La lutte contre la récidive fait l’objet de débats passionnés depuis plusieurs années. Vos débats ont-ils dégagé des pistes ?

Certains constats sont partagés par tous : la justice pénale est devenue illisible alors qu’elle prétend apporter une réponse à toutes les infractions. Les prisons n’ont cessé de se remplir et les peines exécutées en milieu ouvert n’ont cessé d’augmenter également. Quant aux juges et aux services pénitentiaires, ils vivent comme une fatalité leur surcharge de travail et parlent eux aussi d’une perte de sens. Pourtant, nous nous sommes rendu compte qu’il existait plus de données scientifiques sur la récidive, en France ou à l’étranger, qu’on ne le pensait. En les mettant à disposition de tous, nous espérons que désormais le législateur en tiendra compte avant de voter de nouvelles lois… Ainsi, toutes les lois récentes sont fondées sur le présupposé selon lequel plus la répression est sévère, plus la récidive est limitée. Or, aucune des études scientifiques disponibles n’établit de lien entre la sévérité de la peine et le risque de rechute. C’est plutôt le contenu de la sanction qui a un impact, c’est-à-dire la manière dont la personne est encadrée et accompagnée pour exécuter sa peine. Deuxième exemple : contrairement à ce qu’on imagine souvent, car les médias rendent davantage compte de la récidive des criminels, ces derniers sont ceux qui récidivent le moins.

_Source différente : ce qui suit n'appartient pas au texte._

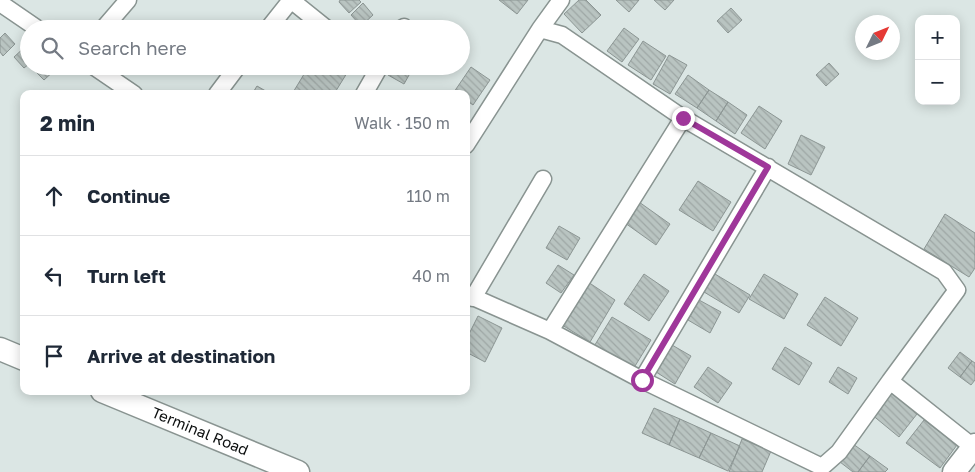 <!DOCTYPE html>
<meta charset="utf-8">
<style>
:root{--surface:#fff;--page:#f2f2f3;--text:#1f2937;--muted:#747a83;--line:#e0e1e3}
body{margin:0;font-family:"Golos Text",sans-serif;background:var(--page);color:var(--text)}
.controls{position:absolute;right:15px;top:15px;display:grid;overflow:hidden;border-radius:10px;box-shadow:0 2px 12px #0003}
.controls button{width:45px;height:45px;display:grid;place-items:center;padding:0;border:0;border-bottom:1px solid var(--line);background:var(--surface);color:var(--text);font:25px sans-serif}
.compass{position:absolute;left:855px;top:15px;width:45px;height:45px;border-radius:50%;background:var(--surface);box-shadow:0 2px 12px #0003;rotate:47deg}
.stop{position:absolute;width:15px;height:15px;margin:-11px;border:4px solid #9f379a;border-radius:50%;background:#fff}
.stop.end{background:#9f379a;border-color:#fff;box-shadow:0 1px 5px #0008}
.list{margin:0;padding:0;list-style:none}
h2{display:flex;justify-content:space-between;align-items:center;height:65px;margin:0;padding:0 20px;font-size:21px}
h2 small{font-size:16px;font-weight:400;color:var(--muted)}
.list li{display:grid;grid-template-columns:32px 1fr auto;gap:15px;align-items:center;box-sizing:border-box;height:80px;padding:0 20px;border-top:1px solid var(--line)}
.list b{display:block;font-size:19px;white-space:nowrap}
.list em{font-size:16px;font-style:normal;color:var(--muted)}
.icon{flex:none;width:28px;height:28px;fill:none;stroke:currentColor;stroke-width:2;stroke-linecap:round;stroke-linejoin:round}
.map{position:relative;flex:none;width:975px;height:472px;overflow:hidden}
.search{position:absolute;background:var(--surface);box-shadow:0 2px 12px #0003;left:20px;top:20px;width:450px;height:55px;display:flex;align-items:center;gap:12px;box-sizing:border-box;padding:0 18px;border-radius:28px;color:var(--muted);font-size:19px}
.panel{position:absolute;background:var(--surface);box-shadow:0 2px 12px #0003;left:20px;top:90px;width:450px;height:305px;border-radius:10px}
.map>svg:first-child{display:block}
.building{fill:url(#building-back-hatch);stroke:#8c9694}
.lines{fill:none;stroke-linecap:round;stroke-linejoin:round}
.street-casing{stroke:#899491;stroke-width:19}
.secondary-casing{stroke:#899491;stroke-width:25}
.street{stroke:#fff;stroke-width:16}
.secondary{stroke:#fff;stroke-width:22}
.route{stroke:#9f379a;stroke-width:6}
.labels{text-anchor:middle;stroke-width:5;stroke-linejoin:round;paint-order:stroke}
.street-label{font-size:15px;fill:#0c0f0f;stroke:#e8f4f1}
</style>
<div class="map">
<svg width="975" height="472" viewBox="0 0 975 472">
<defs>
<pattern id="building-back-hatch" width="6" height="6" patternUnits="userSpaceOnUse" patternTransform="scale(1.25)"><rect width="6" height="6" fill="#b9c4c1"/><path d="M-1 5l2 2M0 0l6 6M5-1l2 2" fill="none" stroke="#9ea7a5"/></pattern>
</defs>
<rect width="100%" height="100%" fill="#dbe6e4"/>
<path class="building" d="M340 0H359L361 2 349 13 339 2Z
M499 0H528L517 14Z
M579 0H586L601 15 582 33 564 14Z
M616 0H639L629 12Z
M654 0H674L665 10Z
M363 3 373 15 361 26 351 15Z
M731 8 742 20 728 33 717 21Z
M131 22 138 29H125Z
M624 28 639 39 622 62 607 51Z
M5 33 15 44 3 56 0 52V38Z
M643 41 666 56 651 80 628 65Z
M26 46 29 49V64L24 68 14 57Z
M669 55 687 65 670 94 653 84Z
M829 63 839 74 826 86 816 75Z
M36 66H53L56 69 44 80 33 69Z
M112 66H127L119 73Z
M309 66H337L347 73 334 94H292Z
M393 66 413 68 404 84 388 75Z
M471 67 490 80 473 105 466 100V94L454 92Z
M688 75 709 90 697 108 675 94Z
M257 86 271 94H252Z
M709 90 728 102 716 121 697 108Z
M728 102 747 115 735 134 716 121Z
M759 106 782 121 765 149 741 133Z
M801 135 825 147 811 175 788 164Z
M698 181 731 202 713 231 679 210Z
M639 202 670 224 656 245 625 223Z
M945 214 975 233V268L969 277 924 249Z
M559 226 580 238 567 260 546 248Z
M558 265 574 275 561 293 546 283Z
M644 274 669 291 649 321 624 304Z
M715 274 750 295 739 313 704 292Z
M764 274 798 294 784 319 749 299Z
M588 282 615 300 590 342 562 325Z
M825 297 858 318 841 346 807 325Z
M699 300 721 312 710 333 688 320Z
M478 316 502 328 485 362 466 352V340Z
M612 317 651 340 632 371 593 348Z
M672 345 691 356 675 384 656 372Z
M785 347 812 363 799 385 772 369Z
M960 352 972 361 960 377 948 368Z
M972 361 975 363V380L971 385 960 377Z
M708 367 732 383 718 403 694 387Z
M838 367 857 378 848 394 829 382Z
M890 391 917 414 899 437 871 414Z
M654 408 680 419 669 445 642 433Z
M680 419 711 433 699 458 669 445Z
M924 420 957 445 940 468 906 443Z
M711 433 740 446 728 471 699 458Z
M742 439 771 451 762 472H729Z
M853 444 870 456 858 472H853L840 462Z
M870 456 888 469 885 472H858Z"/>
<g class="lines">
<defs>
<path id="street" d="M291 0 327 29
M0 3 38 29
M103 29 128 0
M268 29 291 0
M403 29 404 27
M540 29 561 0
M93 66 134 94
M217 94 238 66
M364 94 380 66
M466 145 540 29 562 35 683 118 944 272 957 290 890 381
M466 294 550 331 642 380 822 467 839 452 890 381 973 447
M473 298 543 179
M550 331 683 118
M642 380 768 167"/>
<g id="secondary">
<path d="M0 349 24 359"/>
<path id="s1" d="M102 391 298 472"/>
<path d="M954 472 975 445"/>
</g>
</defs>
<use href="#street" class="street-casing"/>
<use href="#secondary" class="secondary-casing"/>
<use href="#street" class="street"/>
<use href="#secondary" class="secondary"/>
</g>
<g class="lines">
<path class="route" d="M642 380 768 167 683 118"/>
</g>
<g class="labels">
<g class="street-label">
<text dy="5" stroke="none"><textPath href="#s1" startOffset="106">Terminal Road</textPath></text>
</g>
</g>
</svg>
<div class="controls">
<button>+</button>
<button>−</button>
</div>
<svg class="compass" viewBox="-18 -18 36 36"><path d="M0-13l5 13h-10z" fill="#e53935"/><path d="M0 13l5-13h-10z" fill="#747a83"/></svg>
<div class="stop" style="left:642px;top:380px"></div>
<div class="stop end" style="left:683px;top:118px"></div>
<div class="search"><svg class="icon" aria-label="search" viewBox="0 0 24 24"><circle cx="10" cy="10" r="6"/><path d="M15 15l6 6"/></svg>Search here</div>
<section class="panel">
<h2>2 min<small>Walk · 150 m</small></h2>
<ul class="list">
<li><svg class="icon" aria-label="ahead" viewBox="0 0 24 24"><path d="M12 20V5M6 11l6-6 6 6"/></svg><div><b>Continue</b></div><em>110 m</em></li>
<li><svg class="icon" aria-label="left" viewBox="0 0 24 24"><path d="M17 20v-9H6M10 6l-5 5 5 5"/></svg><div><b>Turn left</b></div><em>40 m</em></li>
<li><svg class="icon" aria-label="arrive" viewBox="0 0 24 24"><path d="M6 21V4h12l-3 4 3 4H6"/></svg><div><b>Arrive at destination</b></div></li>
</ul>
</section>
</div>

Mais se dégage-t-il un large accord sur des mesures concrètes ?

A un instant, 81% des personnes écrouées l’ont été pour une durée de moins d’un an. Un temps trop court pour mettre en place un programme favorisant la réinsertion. Ces courtes peines sont considérées comme inefficaces contre la récidive à la quasi-unanimité des experts que nous avons entendus... Même s’ils divergent sur les mesures à prendre : faut-il, comme en Allemagne, limiter la possibilité du juge de prononcer des courtes peines ? Quelles autres sanctions seraient efficaces et crédibles ? Tous ceux que nous avons entendus pensent que la justice pénale est trop sollicitée, et qu’elle ne peut pas répondre à tout : il est donc suggéré de dépénaliser, contraventionnaliser, ou carrément déjudiciariser certaines infractions. Mais lesquelles ? Le cas de l’usage de stupéfiants est évidemment une question sensible. Celui des infractions routières, qui représentent 48% du contentieux pénal, aussi. On peut néanmoins se poser la question de la plus-value du traitement pénal sur ce contentieux de masse pour lequel l’individualisation est limitée, voire inexistante. Moins polémique : personne n’a semblé s’opposer à la création d’une peine de probation, qui deviendrait la sanction de référence, en milieu ouvert, et s’adapterait à l’évolution du condamné. Mais beaucoup sont sceptiques sur son efficacité si les moyens des personnels de probation ne sont pas augmentés... Enfin, les études sur la désistance (ce qui conduit une personne à abandonner la délinquance) montrent également sur quels leviers on peut agir : l’insertion professionnelle bien sûr, mais également la sortie des addictions, la reconstruction des liens familiaux etc. Dans certains pays, des sortants de prison sont entourés par des citoyens éclairés et bénévoles. Peut-être pourrions nous nous inspirer de ces « cercles de soutien et de responsabilité ».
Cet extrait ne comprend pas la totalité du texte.